(Beginning of THE RECORDS)

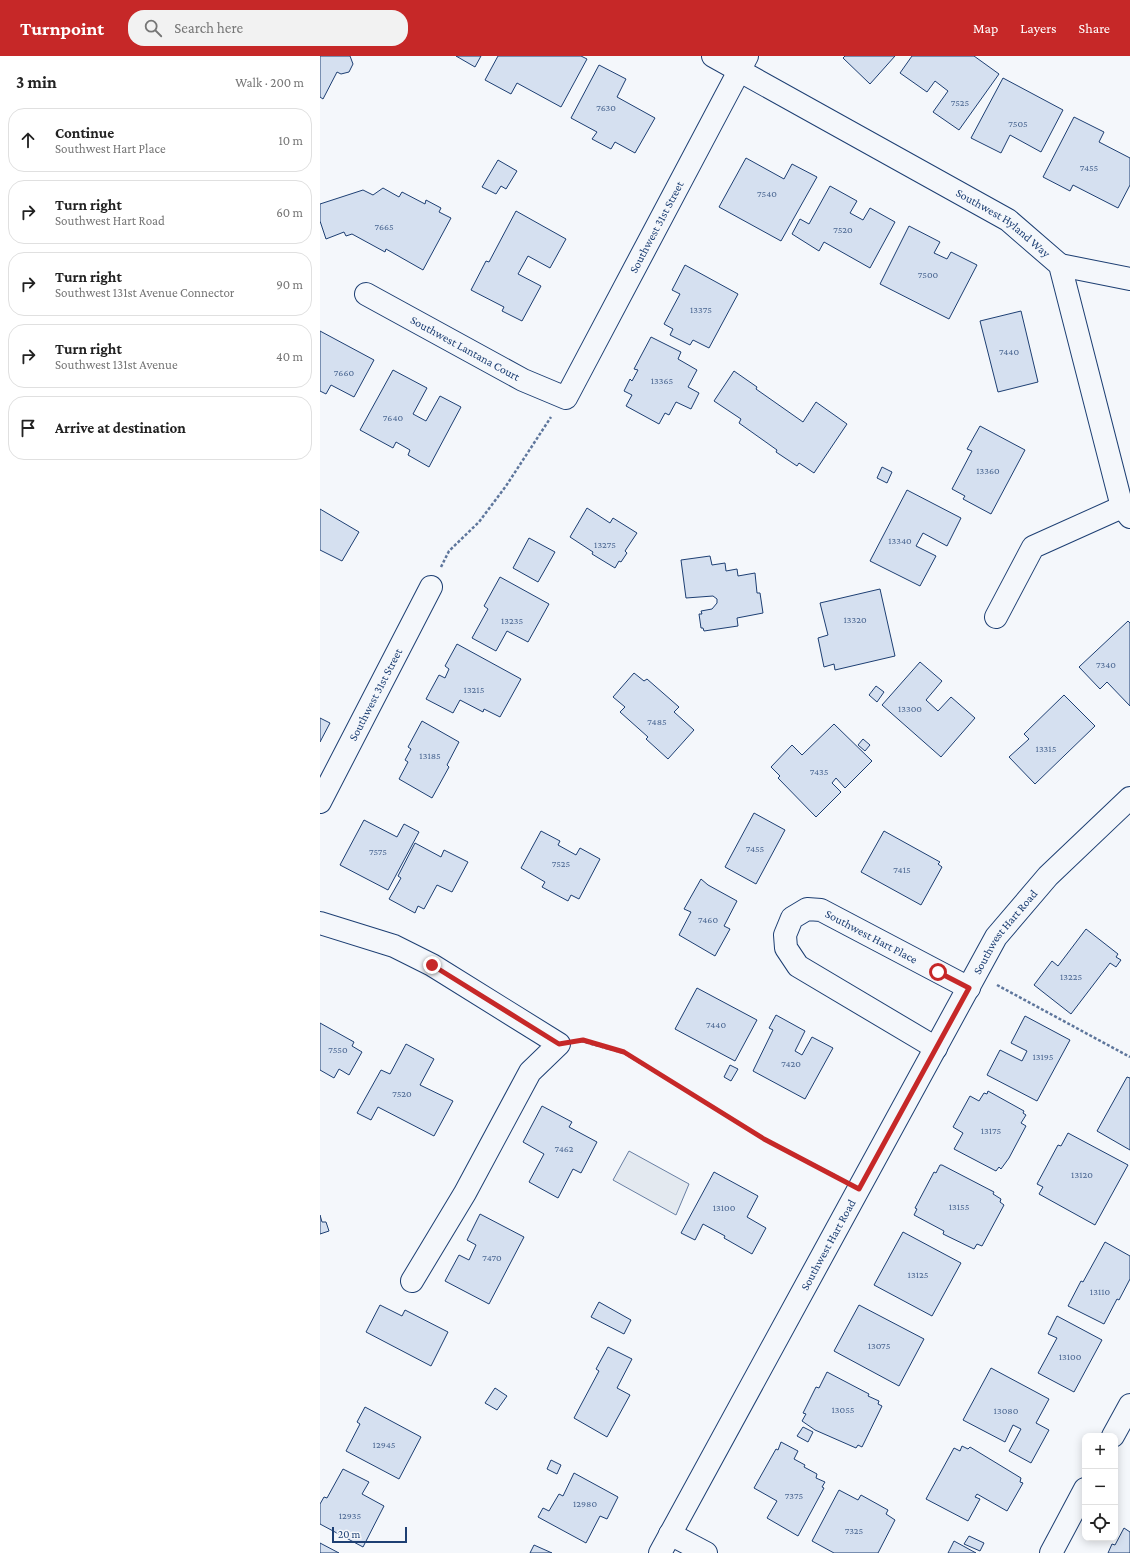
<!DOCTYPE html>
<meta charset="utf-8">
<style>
body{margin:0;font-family:"Crimson Pro",serif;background:#f2f2f2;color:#222}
.controls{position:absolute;right:12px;bottom:12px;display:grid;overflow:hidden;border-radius:8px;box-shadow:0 2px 10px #0003}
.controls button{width:36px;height:36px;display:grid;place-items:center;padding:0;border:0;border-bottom:1px solid #e0e0e0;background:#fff;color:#222;font:20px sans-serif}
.scale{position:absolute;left:12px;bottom:10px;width:75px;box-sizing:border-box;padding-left:4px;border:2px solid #1d3f73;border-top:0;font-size:11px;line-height:14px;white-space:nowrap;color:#1d3f73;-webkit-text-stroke:3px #f4f7fb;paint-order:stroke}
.stop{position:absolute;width:12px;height:12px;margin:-9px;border:3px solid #c62828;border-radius:50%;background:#fff}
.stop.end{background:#c62828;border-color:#fff;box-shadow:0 1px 4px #0008}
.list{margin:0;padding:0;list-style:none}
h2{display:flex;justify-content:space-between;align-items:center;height:52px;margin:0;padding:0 16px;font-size:17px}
h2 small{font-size:13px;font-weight:400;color:#767676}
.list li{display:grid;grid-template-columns:26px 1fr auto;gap:12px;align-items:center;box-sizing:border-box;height:64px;margin:0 8px 8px;padding:0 8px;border:1px solid #e0e0e0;border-radius:16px}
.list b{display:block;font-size:15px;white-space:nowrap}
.list p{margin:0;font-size:13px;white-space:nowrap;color:#767676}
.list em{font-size:13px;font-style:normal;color:#767676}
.icon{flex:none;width:22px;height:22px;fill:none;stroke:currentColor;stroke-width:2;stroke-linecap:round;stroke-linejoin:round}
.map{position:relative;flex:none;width:810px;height:1497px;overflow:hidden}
header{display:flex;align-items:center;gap:24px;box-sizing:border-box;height:56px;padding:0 20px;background:#c62828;color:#fff}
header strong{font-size:19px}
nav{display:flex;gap:22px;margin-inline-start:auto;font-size:14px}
.search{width:280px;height:36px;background:#f2f2f2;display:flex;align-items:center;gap:10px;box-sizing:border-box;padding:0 14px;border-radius:16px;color:#767676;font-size:15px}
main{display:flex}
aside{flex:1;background:#fff}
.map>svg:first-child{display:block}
.green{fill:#e3e9f0;stroke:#687fa3}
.building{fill:#d5e0f0;stroke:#1d3f73}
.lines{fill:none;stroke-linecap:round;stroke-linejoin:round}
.minor-casing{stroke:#1d3f73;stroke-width:24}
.path{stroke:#5e769c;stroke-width:2.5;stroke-dasharray:3 2;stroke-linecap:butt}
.minor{stroke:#f4f7fb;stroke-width:22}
.route{stroke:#c62828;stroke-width:5}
.labels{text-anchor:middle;stroke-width:3;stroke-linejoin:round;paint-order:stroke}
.number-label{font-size:10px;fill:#4b6792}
.street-label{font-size:12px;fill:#1d3f73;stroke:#f4f7fb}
</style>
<header>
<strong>Turnpoint</strong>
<div class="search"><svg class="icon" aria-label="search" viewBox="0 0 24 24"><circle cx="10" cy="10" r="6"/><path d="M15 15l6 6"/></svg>Search here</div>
<nav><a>Map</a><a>Layers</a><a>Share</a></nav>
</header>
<main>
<aside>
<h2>3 min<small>Walk · 200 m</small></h2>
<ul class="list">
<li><svg class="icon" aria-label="ahead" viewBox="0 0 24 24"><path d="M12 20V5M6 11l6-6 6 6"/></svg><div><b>Continue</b><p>Southwest Hart Place</p></div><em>10 m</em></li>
<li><svg class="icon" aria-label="right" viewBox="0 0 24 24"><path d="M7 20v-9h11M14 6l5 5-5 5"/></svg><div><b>Turn right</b><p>Southwest Hart Road</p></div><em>60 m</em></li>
<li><svg class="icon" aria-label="right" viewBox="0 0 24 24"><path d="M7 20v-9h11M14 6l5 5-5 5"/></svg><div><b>Turn right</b><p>Southwest 131st Avenue Connector</p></div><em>90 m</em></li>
<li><svg class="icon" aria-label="right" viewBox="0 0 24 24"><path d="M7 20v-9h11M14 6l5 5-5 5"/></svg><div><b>Turn right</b><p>Southwest 131st Avenue</p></div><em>40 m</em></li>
<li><svg class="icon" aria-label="arrive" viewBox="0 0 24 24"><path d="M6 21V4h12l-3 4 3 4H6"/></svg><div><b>Arrive at destination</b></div></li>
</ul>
</aside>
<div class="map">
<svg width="810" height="1497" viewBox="0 0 810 1497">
<rect width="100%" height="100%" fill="#f4f7fb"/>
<polygon class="green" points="309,1095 369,1128 356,1159 293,1124"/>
<g class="building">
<polygon points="0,0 30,0 33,8 29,16 21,18 17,16 3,43 0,41"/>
<polygon points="136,0 161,0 155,11"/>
<polygon points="178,0 261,0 267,3 241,51 197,27 191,38 165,24"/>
<polygon points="525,0 575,0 550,28 523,2"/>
<polygon points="592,0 654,0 679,18 639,74 613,56 628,35 615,25 607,36 580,17"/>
<polygon points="279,9 306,23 297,41 335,62 315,97 295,86 291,93 272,83 277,76 251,62"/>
<polygon points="683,22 743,54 721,96 690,79 681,97 651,82"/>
<polygon points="754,61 784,76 779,86 810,102 810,129 798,152 753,129 750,135 723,121"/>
<polygon points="426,102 464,123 472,108 497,121 461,185 399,151"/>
<polygon points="178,104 197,115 186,133 181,130 176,138 162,131"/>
<polygon points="510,130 537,145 530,157 543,164 550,152 575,166 550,212 504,186 499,195 472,178 480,163 489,168"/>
<polygon points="63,132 79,141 82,136 105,148 106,144 121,152 119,156 131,162 103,214 66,193 65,196 32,178 26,180 24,176 6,183 0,165 0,148 43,134 53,139"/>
<polygon points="196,155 246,183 230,212 208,200 198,218 221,230 202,265 182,255 184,251 151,234 166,205 169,206"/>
<polygon points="589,170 620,186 614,197 627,203 631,196 657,209 629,263 560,228"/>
<polygon points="365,209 418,238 389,292 373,284 370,289 350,279 353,273 344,268 360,238 352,234"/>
<polygon points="701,255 718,326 678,336 660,265"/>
<polygon points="0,275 54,304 34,341 11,329 6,338 0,335"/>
<polygon points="331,281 361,296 358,303 377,314 368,331 379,337 371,353 356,346 349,359 345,357 339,368 306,350 312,339 304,335 310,323 312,325 318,314 314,313"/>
<polygon points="73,314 107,332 93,358 106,365 120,340 141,351 109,411 88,399 90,394 76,386 73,392 40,374"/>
<polygon points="414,315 437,331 436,333 483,366 496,346 527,368 494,417 479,407 477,410 456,396 457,394 419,367 421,363 394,345"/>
<polygon points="660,370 705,394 671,458 643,443 645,440 632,433 652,395 647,393"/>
<polygon points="562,411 572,416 567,427 557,422"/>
<polygon points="587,434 641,462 627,490 603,477 596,490 616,500 600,530 550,505"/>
<polygon points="267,452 290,467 293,462 317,477 305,495 307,497 301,506 299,505 295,512 272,498 273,496 250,481"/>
<polygon points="0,453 39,476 22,505 0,494"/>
<polygon points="209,482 235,496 218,526 193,512"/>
<polygon points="390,500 392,509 405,507 406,515 417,513 418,520 435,517 437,537 440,537 443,557 417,562 418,570 384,575 383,572 381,572 379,558 382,558 381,555 392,553 397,547 397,543 393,540 366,542 361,504"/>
<polygon points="180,521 229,548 208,586 187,575 176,595 152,582 168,553 164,550"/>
<polygon points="560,533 575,600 515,614 514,608 504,611 498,582 508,579 500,547"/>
<polygon points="808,565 810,567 810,650 787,626 780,633 759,611"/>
<polygon points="137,588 201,623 180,661 164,653 163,656 140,644 133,657 106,643 119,619 125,622 129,613 125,610"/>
<polygon points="600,606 622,625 606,644 618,655 631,641 655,662 621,701 562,649"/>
<polygon points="314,617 324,625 327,623 359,651 354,656 374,674 348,703 326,683 328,681 300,656 305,651 293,641"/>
<polygon points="556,630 564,636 557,646 549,639"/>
<polygon points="744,639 775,670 715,728 689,701 709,683 704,678"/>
<polygon points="0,662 10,667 0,686"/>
<polygon points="102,665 139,686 127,709 129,711 112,742 79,723 88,706 85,704 91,693 88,691"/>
<polygon points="514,668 552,705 525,732 516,722 512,727 521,736 496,761 458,722 460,720 451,711 472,689 482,699"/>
<polygon points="543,683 550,689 545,695 538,689"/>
<polygon points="434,757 465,774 436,828 405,811"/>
<polygon points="44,764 77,781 84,768 99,776 68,834 20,809"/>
<polygon points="221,775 240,785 238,789 256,799 260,792 280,803 259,843 251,839 248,845 222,831 225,826 201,812"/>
<polygon points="564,775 620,806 618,808 622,811 601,849 541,816"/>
<polygon points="95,787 121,801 124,794 148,806 132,836 117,829 104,853 98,850 95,857 69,843 81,822 78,820"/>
<polygon points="381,823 388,829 417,845 404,870 410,873 395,900 359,879 371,856 364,853"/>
<polygon points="766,873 798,898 796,901 801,904 796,911 790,907 751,958 714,929 732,905 738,910"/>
<polygon points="377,932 437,964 415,1005 355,973"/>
<polygon points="456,959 485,975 475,995 482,999 492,981 513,992 485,1043 433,1015 453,974 449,972"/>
<polygon points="705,960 750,984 717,1045 667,1019 680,994 702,1005 707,995 691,987"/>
<polygon points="0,967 34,986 32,990 42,996 29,1019 19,1013 14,1022 0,1014"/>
<polygon points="86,988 114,1003 100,1029 133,1045 114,1080 58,1051 51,1064 37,1057 61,1014 70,1018"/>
<polygon points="410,1009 418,1013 411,1025 404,1021"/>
<polygon points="807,1021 810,1022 810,1094 777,1075"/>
<polygon points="668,1035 704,1055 703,1057 706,1059 701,1067 706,1070 689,1102 681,1113 679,1111 676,1115 634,1093 643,1077 633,1071 650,1040 659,1045 664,1037 667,1038"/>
<polygon points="222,1050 252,1066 249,1071 277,1086 261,1117 253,1113 238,1142 209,1126 224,1098 203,1086"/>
<polygon points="748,1077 808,1109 775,1169 719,1138 723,1131 717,1128 738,1089 741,1090"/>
<polygon points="620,1109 622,1109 674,1136 673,1138 681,1143 680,1146 684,1149 662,1190 657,1188 654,1193 623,1178 624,1175 594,1159 597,1153 595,1152 614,1116 616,1117"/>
<polygon points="394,1116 438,1140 427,1161 446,1172 432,1198 404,1182 405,1180 383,1168 375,1184 361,1177"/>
<polygon points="160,1158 204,1181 169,1248 125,1225 139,1199 149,1204 156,1189 147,1184"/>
<polygon points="0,1159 2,1166 6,1166 9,1175 0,1178"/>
<polygon points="583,1176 641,1207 612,1260 554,1229"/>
<polygon points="785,1186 810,1200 810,1223 799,1244 797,1243 784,1268 748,1250 761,1225 763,1226"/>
<polygon points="279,1246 311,1264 304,1278 271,1261"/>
<polygon points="60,1249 82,1260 85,1254 128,1276 111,1310 46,1276"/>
<polygon points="539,1249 604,1283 579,1330 514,1295"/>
<polygon points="737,1260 782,1284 754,1336 718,1317 737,1282 728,1278"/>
<polygon points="288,1291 312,1303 297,1332 310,1339 287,1381 254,1362 279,1315 276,1313"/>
<polygon points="671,1312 729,1343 716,1367 729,1374 711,1407 689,1395 701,1373 693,1369 685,1386 643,1364"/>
<polygon points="507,1316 549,1338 548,1340 559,1345 558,1348 562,1350 542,1391 538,1389 536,1392 495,1374 482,1365 486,1358 483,1357 496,1331 499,1332"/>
<polygon points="175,1332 187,1340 177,1354 165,1347"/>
<polygon points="45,1351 101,1381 79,1423 26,1395 40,1368 37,1366"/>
<polygon points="483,1371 493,1376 488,1386 477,1380"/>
<polygon points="461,1386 478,1395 474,1403 485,1409 484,1411 497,1418 496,1422 505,1426 502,1431 504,1432 478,1480 447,1462 457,1445 434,1432 456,1393 458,1394"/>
<polygon points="642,1390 648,1393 650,1391 701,1422 700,1426 703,1427 687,1455 657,1438 655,1441 660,1443 648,1465 606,1443 634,1392 640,1395"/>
<polygon points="231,1404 241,1409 237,1418 227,1413"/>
<polygon points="23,1413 49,1426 42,1438 64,1450 43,1491 0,1468 0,1448 4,1441 7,1442"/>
<polygon points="254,1417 298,1441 287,1463 280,1460 266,1487 218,1461 223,1452 229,1455 239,1438 243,1440"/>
<polygon points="519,1434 538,1444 541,1439 568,1454 566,1458 575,1464 558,1497 514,1497 492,1485"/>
<polygon points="804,1472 810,1476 810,1497 788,1497 792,1488 795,1489"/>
<polygon points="649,1480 664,1487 660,1495 644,1488"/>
<polygon points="634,1485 656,1497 628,1497"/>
<polygon points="0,1487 19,1497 0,1497"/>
<polygon points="214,1489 232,1497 210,1497"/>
</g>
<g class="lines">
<g class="minor-casing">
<g id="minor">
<path id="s1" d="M393,0L688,164L740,209L802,451L810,461"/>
<polyline points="740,209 810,223"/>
<path id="s2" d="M46,238L203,324L246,342L427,0"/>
<polyline points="676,561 713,491 802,451"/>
<path id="s3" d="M0,746L111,531"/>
<polyline points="0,867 74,890 112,909 239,988 210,1016 145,1137 92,1225"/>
<path id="s4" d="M616,992L478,910L466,892L465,879L472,862L487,853L501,854L649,932"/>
<polyline points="793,1380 810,1349"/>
<polyline points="350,1478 386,1497"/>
<path id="s5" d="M340,1497L676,881L728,820L810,742"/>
<polyline points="731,1497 765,1433"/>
</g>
</g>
<g class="path">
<polyline points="121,511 129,495 159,466 186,430 231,361"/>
<polyline points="677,929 810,1001"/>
<polyline points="261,985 304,997 445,1083 518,1121"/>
</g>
<use href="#minor" class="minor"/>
</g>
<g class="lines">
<polyline class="route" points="112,909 239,988 263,984 304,996 444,1083 539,1133 649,932 618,916"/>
</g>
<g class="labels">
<g class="number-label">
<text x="640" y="50">7525</text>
<text x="286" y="55">7630</text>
<text x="698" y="71">7505</text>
<text x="769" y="115">7455</text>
<text x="447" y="141">7540</text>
<text x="64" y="174">7665</text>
<text x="523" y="177">7520</text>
<text x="608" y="222">7500</text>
<text x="381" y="257">13375</text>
<text x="689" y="299">7440</text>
<text x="24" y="320">7660</text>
<text x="342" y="328">13365</text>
<text x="73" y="365">7640</text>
<text x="668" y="418">13360</text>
<text x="580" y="488">13340</text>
<text x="285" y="492">13275</text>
<text x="535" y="567">13320</text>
<text x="192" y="568">13235</text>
<text x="786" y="612">7340</text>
<text x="154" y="637">13215</text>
<text x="590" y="656">13300</text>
<text x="337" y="669">7485</text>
<text x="726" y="696">13315</text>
<text x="110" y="703">13185</text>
<text x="499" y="719">7435</text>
<text x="435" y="796">7455</text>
<text x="58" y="799">7575</text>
<text x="241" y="811">7525</text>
<text x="582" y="817">7415</text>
<text x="388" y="867">7460</text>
<text x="751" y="924">13225</text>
<text x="396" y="972">7440</text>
<text x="18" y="997">7550</text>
<text x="723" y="1004">13195</text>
<text x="471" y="1011">7420</text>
<text x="82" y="1041">7520</text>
<text x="671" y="1078">13175</text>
<text x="244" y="1096">7462</text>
<text x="762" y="1122">13120</text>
<text x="639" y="1154">13155</text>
<text x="404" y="1155">13100</text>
<text x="172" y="1205">7470</text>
<text x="598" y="1222">13125</text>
<text x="780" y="1239">13110</text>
<text x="559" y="1293">13075</text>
<text x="750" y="1304">13100</text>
<text x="523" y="1357">13055</text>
<text x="686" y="1358">13080</text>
<text x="64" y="1392">12945</text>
<text x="474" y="1443">7375</text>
<text x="265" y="1451">12980</text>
<text x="30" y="1463">12935</text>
<text x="534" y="1478">7325</text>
</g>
<g class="street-label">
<text dy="4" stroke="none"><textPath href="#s1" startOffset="335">Southwest Hyland Way</textPath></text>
<text dy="4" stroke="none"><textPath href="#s2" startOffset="419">Southwest 31st Street</textPath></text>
<text dy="4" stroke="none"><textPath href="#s2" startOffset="113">Southwest Lantana Court</textPath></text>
<text dy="4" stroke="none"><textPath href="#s3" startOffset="121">Southwest 31st Street</textPath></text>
<text dy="4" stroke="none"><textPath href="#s5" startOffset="711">Southwest Hart Road</textPath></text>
<text dy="4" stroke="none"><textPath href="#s4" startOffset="302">Southwest Hart Place</textPath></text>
<text dy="4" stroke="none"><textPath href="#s5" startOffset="351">Southwest Hart Road</textPath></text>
</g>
</g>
</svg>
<div class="controls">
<button>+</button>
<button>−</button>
<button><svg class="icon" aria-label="locate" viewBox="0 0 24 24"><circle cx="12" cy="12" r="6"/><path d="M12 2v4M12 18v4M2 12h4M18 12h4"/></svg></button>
</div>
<div class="scale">20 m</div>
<div class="stop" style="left:618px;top:916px"></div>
<div class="stop end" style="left:112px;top:909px"></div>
</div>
</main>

(End of THE RECORDS)

In the entries above, some lines hold the string "linecap". Copy each of them.

● EXERCISE ANSWER
.icon{flex:none;width:22px;height:22px;fill:none;stroke:currentColor;stroke-width:2;stroke-linecap:round;stroke-linejoin:round}
.lines{fill:none;stroke-linecap:round;stroke-linejoin:round}
.path{stroke:#5e769c;stroke-width:2.5;stroke-dasharray:3 2;stroke-linecap:butt}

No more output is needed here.